The goal of our graphic identity program is to have a geometric shape become associated with Hampshire. We have not eliminated the tree; it remains Hampshire's symbol. We now have greater flexibility and leeway for creativity for banners and for other ways of having the institution presented graphically and symbolically. The sense of spatial playfulness that comes from the "H" shape, moreover, appeals to me.
Using the logo on the left does take space, however, I think letters are more readable with more space and printing looks much cleaner. The real pressure will be for authors to make sure their letters do not exceed one page. I certainly am one who is going to be affected by that pressure, since I am not known for my succinct memos and letters. The pressure for all of us to become more succinct will be useful.

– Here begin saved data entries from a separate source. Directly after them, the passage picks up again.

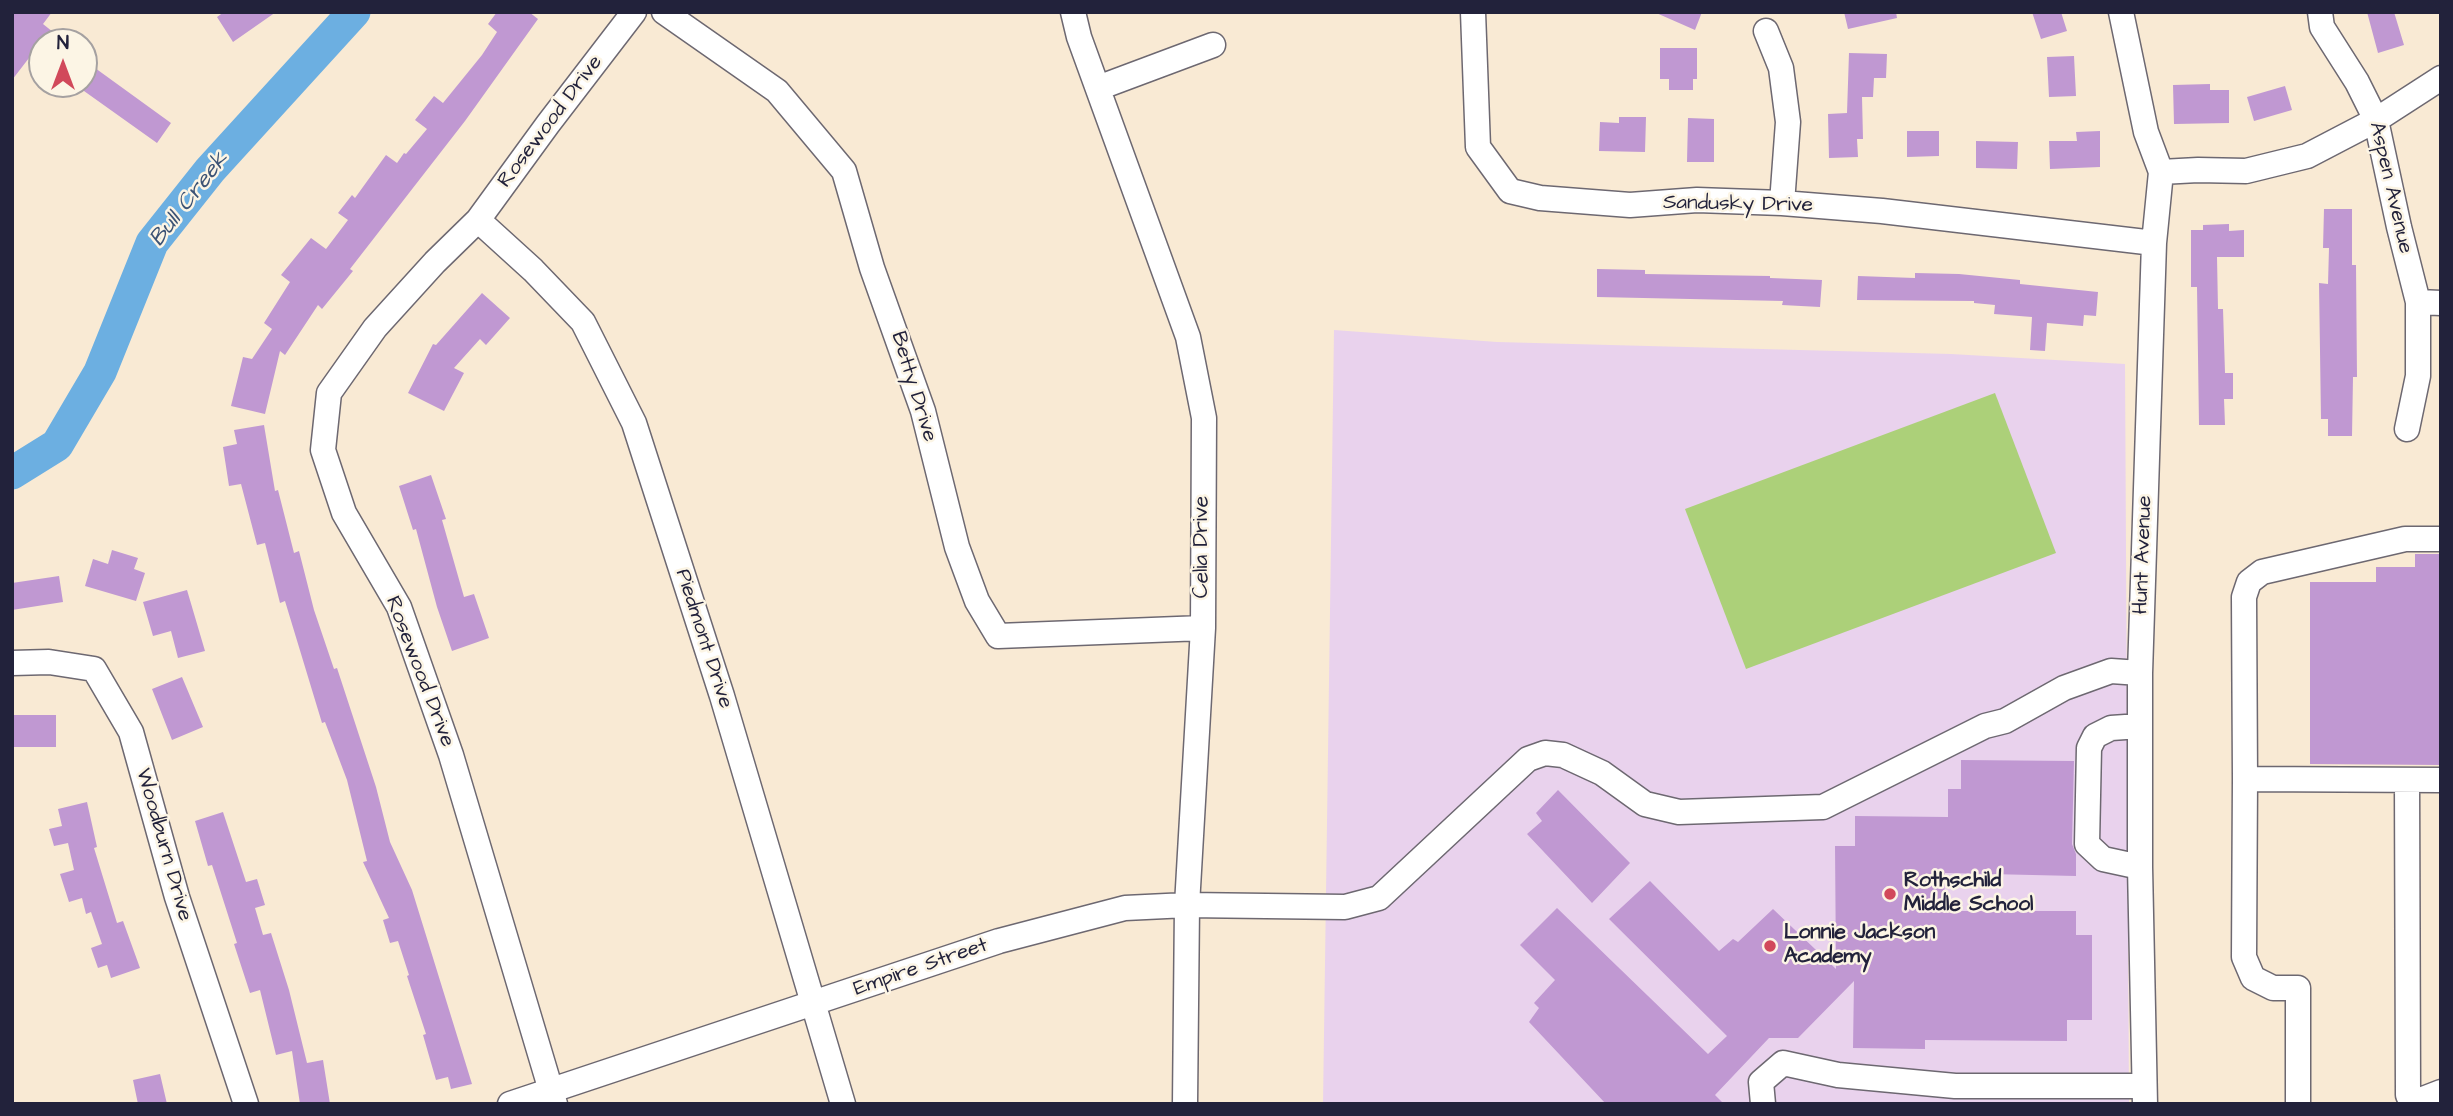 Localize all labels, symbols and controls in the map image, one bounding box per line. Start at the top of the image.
north arrow [28,28,98,98]
text: N [57,30,69,57]
street label: Rosewood Drive [493,51,609,193]
street label: Aspen Avenue [2363,120,2417,256]
water label: Bull Creek [145,147,235,253]
street label: Sandusky Drive [1663,191,1813,219]
street label: Betty Drive [884,329,942,445]
street label: Hunt Avenue [2129,495,2159,615]
street label: Celia Drive [1190,496,1216,598]
street label: Piedmont Drive [669,566,737,712]
street label: Rosewood Drive [379,593,459,751]
street label: Woodburn Drive [129,766,197,924]
place label: Rothschild Middle School [1904,869,2033,919]
marker: Rothschild Middle School [1882,886,1898,902]
place label: Lonnie Jackson Academy [1784,921,1935,971]
street label: Empire Street [851,933,991,1003]
marker: Lonnie Jackson Academy [1762,938,1778,954]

Adopting a new graphic identity is a traumatic experience for any institution, and a "new look" is often initially unpalatable simply because it is new. I ask that you give the "H" some time. I would also ask that you please share your technical concerns with Nancy Sherman and Melissa Stephen in the publications office; Nancy and Melissa will provide you with the kind of technical response I cannot.
Thanks for writing.
TO: Greg Prince, PR
FROM: Kelley Piccicuto, DOF
DATE: January 11, 1995
While I wholeheartedly agree our Admissions materials needed to be upgraded to attract the best possible candidates to Hampshire College, I am unconvinced we needed to spend the extra money to change the logo and the stationery. I do not see the significance or the benefit of a "geometric shape." In contrast I see obvious gains in continuing to use the tree symbol which has valuable recognizability locally and nationally.
Where you see "spatial playfulness" others just don't get it. In a completely unscientific survey of people not connected with the college, an overwhelming majority do not see the "H" never mind make a connection with our institution.
Adopting a new graphic identity should not have been this traumatic. The process was flawed. Furthermore, I think it is a mistake to dismiss our concerns as simple resistance to change. A change for the better is one thing, a change for the worse is yet another.
s for giving the "H" some time, I contend this is nothing one tries for a while. Logos and identities are slow growing and to suggest we try this for a period of time and perhaps switch back is foolish and wasteful.
The entire exercise is especially troubling to me after serving on the latest Budget Task Force. Those discussions were painful and difficult. To now see money wasted on seemingly unnecessary expenditures is hard to swallow.
I have shared your memo of January 4th to a number of staff and faculty. They too are unconvinced of the need to switch identities at this time.
Ultimately this is your decision and I guess at this point we just agree to disagree. Thanks for taking the time to write.